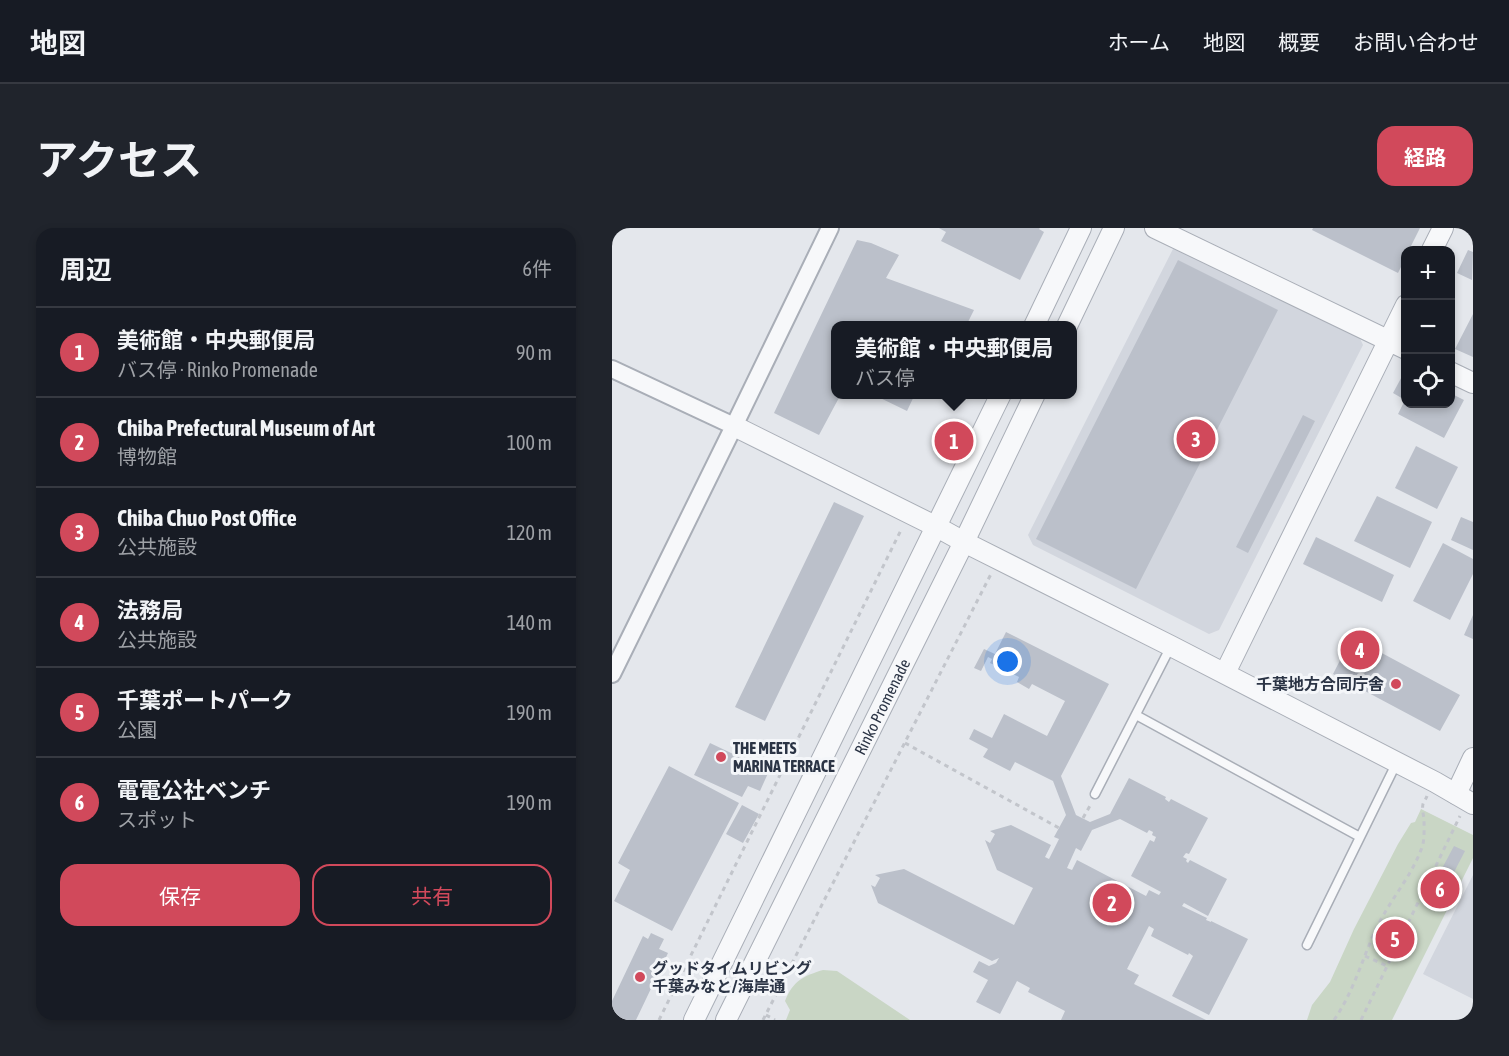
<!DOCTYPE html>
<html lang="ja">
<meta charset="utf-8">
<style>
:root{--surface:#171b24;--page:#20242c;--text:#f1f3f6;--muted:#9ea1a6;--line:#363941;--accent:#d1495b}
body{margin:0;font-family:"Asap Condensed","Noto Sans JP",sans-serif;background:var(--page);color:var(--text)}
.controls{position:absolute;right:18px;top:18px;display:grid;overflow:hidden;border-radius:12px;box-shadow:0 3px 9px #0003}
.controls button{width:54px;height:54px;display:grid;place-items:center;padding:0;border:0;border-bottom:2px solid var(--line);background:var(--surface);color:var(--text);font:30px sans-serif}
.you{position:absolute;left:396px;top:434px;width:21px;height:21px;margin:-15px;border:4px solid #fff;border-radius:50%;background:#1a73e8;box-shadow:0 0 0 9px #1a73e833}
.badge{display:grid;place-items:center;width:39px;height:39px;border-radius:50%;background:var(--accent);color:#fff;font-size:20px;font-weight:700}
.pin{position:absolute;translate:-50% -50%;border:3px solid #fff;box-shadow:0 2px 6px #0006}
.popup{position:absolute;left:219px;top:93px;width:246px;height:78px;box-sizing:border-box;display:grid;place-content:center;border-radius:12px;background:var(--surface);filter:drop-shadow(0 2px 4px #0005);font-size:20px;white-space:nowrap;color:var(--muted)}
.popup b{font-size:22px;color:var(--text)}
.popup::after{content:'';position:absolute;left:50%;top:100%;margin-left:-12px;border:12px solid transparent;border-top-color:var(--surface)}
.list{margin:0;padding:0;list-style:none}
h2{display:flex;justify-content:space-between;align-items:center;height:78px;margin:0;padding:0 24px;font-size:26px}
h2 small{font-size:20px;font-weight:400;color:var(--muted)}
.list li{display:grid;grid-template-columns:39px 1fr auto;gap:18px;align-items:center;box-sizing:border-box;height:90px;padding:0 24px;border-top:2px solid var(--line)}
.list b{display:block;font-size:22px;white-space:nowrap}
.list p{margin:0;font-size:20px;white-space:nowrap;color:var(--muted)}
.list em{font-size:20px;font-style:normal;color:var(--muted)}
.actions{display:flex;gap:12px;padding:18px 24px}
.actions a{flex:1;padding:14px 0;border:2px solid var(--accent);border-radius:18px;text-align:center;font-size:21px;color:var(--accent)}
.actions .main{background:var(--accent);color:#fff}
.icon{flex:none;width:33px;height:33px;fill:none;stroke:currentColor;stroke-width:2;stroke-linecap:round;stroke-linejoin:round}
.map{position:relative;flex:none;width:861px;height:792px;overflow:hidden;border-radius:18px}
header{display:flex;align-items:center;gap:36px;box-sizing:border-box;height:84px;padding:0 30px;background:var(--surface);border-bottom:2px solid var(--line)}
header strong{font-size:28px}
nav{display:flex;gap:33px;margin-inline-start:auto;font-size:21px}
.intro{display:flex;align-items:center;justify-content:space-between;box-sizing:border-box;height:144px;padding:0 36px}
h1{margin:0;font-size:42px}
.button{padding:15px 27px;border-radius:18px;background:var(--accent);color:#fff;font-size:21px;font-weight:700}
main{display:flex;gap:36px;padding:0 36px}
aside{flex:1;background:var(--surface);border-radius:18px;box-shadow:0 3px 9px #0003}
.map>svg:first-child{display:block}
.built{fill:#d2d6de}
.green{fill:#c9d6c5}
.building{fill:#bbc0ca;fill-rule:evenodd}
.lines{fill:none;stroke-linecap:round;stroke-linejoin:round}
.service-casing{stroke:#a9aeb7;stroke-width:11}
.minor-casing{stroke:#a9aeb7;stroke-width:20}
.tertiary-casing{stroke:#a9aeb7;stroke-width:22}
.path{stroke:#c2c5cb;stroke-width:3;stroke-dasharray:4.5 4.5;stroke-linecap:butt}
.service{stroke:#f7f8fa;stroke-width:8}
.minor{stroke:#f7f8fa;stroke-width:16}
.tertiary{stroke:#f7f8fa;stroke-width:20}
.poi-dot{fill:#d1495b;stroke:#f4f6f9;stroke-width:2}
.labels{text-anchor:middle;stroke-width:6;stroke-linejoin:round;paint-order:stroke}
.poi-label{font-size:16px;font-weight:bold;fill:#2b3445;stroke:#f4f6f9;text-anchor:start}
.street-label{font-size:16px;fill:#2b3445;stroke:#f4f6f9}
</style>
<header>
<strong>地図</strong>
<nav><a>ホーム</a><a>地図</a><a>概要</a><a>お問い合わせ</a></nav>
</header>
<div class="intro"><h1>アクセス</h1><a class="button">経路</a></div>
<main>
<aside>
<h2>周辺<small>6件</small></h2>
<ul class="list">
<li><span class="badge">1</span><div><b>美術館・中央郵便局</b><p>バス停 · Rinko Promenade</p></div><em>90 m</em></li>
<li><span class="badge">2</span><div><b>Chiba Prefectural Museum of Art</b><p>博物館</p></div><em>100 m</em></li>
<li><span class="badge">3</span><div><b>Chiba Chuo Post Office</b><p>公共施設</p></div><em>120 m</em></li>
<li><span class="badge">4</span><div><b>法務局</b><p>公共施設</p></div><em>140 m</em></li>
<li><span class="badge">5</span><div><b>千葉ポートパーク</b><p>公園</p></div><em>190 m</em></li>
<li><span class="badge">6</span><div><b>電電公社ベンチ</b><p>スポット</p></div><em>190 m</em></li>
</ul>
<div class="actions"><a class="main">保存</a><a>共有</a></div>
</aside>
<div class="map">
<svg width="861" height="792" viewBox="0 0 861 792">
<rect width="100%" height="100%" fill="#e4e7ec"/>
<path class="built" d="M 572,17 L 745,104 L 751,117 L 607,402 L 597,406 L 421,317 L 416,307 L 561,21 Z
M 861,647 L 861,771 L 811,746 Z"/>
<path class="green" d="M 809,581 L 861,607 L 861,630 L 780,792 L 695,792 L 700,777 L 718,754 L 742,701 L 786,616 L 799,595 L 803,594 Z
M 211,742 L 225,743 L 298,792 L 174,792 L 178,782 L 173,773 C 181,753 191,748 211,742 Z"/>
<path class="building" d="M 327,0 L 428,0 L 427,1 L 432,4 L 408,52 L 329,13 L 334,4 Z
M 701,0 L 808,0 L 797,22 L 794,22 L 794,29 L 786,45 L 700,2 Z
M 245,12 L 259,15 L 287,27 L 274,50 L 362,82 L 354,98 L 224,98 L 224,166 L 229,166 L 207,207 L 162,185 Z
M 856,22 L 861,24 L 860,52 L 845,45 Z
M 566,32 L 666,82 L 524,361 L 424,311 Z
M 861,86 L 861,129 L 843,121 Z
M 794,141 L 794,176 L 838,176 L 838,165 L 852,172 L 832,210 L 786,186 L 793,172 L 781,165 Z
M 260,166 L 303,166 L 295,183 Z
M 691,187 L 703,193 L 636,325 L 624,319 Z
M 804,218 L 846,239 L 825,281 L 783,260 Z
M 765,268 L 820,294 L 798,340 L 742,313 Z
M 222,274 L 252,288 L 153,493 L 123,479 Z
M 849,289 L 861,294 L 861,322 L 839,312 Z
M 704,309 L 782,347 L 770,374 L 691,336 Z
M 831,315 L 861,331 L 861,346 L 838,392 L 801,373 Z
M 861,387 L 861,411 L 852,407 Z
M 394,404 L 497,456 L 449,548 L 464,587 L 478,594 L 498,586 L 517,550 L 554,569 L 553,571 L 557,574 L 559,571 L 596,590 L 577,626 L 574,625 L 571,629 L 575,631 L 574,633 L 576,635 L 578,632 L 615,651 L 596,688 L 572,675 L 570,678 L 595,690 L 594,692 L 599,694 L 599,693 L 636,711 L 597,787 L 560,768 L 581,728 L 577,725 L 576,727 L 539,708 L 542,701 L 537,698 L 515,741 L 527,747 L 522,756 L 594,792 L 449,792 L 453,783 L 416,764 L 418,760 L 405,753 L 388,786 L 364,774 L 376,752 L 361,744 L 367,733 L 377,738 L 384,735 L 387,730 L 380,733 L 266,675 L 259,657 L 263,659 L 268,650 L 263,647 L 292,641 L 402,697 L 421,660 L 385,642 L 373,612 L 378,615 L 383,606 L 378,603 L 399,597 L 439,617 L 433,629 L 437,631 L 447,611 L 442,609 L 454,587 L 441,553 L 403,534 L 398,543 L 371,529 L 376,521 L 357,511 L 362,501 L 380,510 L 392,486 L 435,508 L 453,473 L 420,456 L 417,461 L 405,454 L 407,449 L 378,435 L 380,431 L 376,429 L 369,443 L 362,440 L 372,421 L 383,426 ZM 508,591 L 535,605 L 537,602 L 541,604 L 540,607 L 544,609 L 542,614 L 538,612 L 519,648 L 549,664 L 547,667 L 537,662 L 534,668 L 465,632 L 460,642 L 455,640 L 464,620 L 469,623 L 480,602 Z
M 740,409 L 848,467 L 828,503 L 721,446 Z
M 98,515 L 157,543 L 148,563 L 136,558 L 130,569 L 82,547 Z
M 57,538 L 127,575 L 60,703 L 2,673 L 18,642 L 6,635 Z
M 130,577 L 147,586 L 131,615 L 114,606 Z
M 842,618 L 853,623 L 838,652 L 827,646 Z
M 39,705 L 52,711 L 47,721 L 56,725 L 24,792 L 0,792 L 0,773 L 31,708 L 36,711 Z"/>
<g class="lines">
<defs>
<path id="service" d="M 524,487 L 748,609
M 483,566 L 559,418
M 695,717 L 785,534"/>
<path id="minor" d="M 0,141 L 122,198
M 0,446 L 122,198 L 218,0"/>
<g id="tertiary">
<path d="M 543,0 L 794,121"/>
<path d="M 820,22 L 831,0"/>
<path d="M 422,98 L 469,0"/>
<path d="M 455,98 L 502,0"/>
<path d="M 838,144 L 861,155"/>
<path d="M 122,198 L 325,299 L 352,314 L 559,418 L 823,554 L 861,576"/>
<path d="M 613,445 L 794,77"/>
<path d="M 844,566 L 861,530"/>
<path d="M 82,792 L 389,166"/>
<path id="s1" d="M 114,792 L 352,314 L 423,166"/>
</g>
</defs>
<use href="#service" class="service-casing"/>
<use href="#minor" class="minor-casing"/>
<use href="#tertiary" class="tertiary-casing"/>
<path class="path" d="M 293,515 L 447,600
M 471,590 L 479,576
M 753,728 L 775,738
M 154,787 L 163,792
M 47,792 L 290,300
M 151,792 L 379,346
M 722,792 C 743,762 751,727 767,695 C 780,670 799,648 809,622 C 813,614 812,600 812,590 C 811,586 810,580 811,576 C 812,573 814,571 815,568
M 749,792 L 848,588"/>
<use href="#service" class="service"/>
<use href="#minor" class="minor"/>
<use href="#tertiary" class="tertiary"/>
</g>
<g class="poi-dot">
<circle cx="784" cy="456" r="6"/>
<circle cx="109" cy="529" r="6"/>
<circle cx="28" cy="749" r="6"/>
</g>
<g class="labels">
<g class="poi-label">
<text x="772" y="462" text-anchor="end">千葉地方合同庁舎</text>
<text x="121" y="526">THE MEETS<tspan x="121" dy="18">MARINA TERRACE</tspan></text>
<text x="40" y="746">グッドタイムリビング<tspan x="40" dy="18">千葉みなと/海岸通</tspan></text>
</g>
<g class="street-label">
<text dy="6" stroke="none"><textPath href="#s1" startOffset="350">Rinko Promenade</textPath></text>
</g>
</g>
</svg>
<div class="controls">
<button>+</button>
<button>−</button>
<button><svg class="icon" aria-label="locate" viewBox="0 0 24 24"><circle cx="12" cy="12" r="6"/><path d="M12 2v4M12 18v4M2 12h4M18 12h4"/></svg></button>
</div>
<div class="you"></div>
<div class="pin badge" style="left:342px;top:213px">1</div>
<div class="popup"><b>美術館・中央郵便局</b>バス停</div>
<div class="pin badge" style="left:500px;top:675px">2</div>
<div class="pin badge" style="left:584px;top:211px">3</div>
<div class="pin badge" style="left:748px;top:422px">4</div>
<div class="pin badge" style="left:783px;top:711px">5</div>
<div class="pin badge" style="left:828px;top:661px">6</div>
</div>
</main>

---

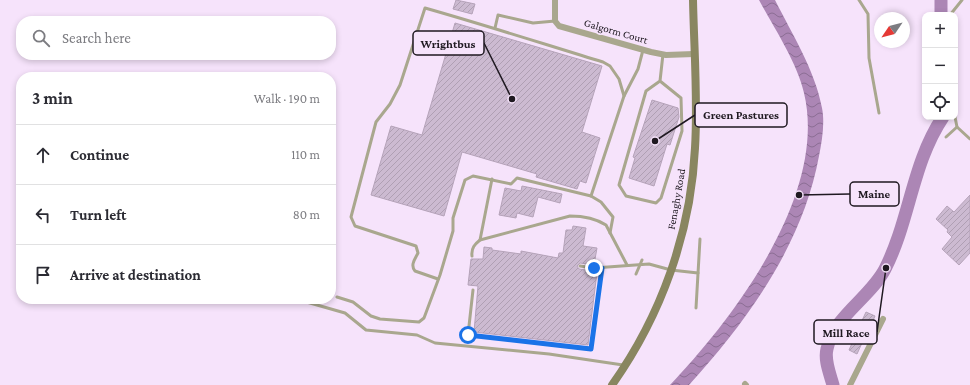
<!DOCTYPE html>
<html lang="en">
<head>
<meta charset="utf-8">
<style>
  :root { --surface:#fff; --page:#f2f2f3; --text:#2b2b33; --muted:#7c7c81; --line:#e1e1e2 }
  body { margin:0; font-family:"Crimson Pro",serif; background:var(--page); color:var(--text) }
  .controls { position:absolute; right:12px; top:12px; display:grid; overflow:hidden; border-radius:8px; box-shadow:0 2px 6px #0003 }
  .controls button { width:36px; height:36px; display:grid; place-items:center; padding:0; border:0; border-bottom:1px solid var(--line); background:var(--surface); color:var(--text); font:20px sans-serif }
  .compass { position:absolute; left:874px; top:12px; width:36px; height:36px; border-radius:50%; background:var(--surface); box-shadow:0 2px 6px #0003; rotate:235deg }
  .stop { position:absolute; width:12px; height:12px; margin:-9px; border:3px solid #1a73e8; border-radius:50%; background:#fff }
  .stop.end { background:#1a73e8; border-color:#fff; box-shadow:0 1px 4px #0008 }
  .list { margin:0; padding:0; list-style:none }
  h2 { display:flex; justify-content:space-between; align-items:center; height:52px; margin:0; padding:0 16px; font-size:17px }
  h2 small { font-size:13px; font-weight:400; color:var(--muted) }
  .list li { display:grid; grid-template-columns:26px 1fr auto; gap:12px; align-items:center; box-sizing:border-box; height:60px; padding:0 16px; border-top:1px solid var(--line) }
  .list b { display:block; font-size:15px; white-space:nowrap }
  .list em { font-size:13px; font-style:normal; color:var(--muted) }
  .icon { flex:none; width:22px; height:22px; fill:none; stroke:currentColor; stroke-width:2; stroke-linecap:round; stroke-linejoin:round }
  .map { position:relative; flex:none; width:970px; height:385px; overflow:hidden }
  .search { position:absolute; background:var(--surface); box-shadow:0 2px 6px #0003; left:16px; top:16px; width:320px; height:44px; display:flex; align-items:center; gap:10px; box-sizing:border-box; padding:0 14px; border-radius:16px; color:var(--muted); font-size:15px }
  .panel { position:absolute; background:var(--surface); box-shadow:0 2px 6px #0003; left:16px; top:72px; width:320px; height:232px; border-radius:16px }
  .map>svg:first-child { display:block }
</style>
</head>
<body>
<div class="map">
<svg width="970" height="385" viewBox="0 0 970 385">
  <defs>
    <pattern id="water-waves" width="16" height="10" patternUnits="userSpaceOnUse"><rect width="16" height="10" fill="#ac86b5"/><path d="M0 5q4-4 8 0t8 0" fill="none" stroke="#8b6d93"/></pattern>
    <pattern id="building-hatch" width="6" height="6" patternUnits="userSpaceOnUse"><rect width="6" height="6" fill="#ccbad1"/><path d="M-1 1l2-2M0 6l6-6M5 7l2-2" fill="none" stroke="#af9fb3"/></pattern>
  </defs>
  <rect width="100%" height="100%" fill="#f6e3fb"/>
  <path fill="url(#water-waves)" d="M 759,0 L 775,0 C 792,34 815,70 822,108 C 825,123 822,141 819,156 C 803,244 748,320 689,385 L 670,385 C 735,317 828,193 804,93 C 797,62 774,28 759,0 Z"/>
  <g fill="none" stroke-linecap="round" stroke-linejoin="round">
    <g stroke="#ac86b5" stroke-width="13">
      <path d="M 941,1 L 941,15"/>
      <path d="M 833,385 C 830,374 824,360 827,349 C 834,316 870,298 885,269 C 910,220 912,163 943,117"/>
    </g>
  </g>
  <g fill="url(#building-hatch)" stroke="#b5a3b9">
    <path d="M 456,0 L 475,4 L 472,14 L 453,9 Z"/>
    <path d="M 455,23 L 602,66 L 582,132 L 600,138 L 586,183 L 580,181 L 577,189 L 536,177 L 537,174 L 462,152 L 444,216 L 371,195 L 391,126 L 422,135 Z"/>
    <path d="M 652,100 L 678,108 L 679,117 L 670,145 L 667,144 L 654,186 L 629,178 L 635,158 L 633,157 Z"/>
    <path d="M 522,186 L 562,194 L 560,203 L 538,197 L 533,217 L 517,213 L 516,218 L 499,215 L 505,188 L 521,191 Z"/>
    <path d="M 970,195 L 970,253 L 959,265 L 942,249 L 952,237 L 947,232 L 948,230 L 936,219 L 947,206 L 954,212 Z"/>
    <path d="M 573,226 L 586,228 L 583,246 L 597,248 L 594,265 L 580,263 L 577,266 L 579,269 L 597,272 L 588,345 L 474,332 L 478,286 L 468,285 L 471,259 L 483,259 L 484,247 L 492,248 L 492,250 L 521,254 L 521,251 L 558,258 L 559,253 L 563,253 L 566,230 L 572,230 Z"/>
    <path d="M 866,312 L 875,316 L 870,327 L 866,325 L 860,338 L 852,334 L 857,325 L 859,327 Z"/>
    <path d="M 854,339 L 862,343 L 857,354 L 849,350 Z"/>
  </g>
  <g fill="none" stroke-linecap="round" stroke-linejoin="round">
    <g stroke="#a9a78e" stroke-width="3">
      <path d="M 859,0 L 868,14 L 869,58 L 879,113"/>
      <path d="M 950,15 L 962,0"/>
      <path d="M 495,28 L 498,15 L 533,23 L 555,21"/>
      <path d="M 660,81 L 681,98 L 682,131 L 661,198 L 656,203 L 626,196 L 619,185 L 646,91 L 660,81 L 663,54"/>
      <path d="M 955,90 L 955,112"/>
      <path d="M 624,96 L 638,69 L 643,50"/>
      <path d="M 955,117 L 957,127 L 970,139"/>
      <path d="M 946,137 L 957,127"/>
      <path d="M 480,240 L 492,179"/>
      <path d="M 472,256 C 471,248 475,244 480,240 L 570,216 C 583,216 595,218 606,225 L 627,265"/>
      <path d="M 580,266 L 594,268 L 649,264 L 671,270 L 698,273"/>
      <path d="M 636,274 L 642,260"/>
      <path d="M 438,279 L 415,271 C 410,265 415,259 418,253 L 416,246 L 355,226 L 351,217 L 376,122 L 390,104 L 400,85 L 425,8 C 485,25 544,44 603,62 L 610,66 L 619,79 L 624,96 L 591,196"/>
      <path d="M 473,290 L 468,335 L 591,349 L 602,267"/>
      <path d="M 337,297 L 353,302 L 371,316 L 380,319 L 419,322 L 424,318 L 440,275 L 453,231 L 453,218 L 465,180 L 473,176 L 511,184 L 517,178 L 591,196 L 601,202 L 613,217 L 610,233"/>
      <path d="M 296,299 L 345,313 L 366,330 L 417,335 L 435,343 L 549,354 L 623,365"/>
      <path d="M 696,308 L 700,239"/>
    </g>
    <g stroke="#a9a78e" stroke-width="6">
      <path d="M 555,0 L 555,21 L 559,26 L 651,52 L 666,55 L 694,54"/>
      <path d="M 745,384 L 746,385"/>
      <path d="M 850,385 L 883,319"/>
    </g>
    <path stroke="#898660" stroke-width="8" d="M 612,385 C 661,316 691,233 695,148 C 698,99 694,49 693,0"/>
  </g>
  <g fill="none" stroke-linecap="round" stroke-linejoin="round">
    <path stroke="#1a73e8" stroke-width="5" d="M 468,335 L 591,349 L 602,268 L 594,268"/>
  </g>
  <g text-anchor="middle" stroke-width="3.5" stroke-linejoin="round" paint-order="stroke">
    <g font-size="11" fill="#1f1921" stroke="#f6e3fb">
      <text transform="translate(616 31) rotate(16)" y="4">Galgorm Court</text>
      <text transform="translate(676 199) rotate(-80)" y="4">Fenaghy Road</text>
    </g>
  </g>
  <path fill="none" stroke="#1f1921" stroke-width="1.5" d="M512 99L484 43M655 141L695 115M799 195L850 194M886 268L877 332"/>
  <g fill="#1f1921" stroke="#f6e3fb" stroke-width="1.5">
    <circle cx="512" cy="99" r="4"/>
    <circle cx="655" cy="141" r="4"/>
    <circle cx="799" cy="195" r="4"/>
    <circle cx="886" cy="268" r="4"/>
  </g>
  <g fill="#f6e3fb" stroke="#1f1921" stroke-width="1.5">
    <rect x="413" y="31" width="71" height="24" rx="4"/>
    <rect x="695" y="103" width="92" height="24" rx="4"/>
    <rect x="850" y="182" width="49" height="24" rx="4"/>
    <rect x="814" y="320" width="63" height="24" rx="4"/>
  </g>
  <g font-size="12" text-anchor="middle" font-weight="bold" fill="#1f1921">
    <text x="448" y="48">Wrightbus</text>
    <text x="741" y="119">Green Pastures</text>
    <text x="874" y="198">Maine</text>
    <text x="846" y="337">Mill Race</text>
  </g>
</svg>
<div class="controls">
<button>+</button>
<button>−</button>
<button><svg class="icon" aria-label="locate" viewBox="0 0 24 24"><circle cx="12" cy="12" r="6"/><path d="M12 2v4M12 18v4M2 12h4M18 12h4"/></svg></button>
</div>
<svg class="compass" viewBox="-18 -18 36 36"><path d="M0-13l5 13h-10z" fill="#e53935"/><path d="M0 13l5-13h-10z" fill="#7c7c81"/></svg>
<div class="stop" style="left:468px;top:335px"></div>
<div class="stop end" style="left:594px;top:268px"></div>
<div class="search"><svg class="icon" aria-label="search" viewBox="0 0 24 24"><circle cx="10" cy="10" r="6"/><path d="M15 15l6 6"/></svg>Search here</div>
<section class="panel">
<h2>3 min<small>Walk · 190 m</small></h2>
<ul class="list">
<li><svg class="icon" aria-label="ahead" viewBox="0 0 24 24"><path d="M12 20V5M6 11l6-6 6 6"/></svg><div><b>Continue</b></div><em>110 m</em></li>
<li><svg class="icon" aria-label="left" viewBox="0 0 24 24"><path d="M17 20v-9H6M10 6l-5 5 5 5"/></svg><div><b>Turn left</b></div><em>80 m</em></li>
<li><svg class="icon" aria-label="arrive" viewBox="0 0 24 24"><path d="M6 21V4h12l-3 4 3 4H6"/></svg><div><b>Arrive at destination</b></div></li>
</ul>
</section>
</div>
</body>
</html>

• _Work order_:
Where a line of the data above includes "header", copy that line.

• _Output of the exercise_:
header{display:flex;align-items:center;gap:36px;box-sizing:border-box;height:84px;padding:0 30px;background:var(--surface);border-bottom:2px solid var(--line)}
header strong{font-size:28px}
<header>
</header>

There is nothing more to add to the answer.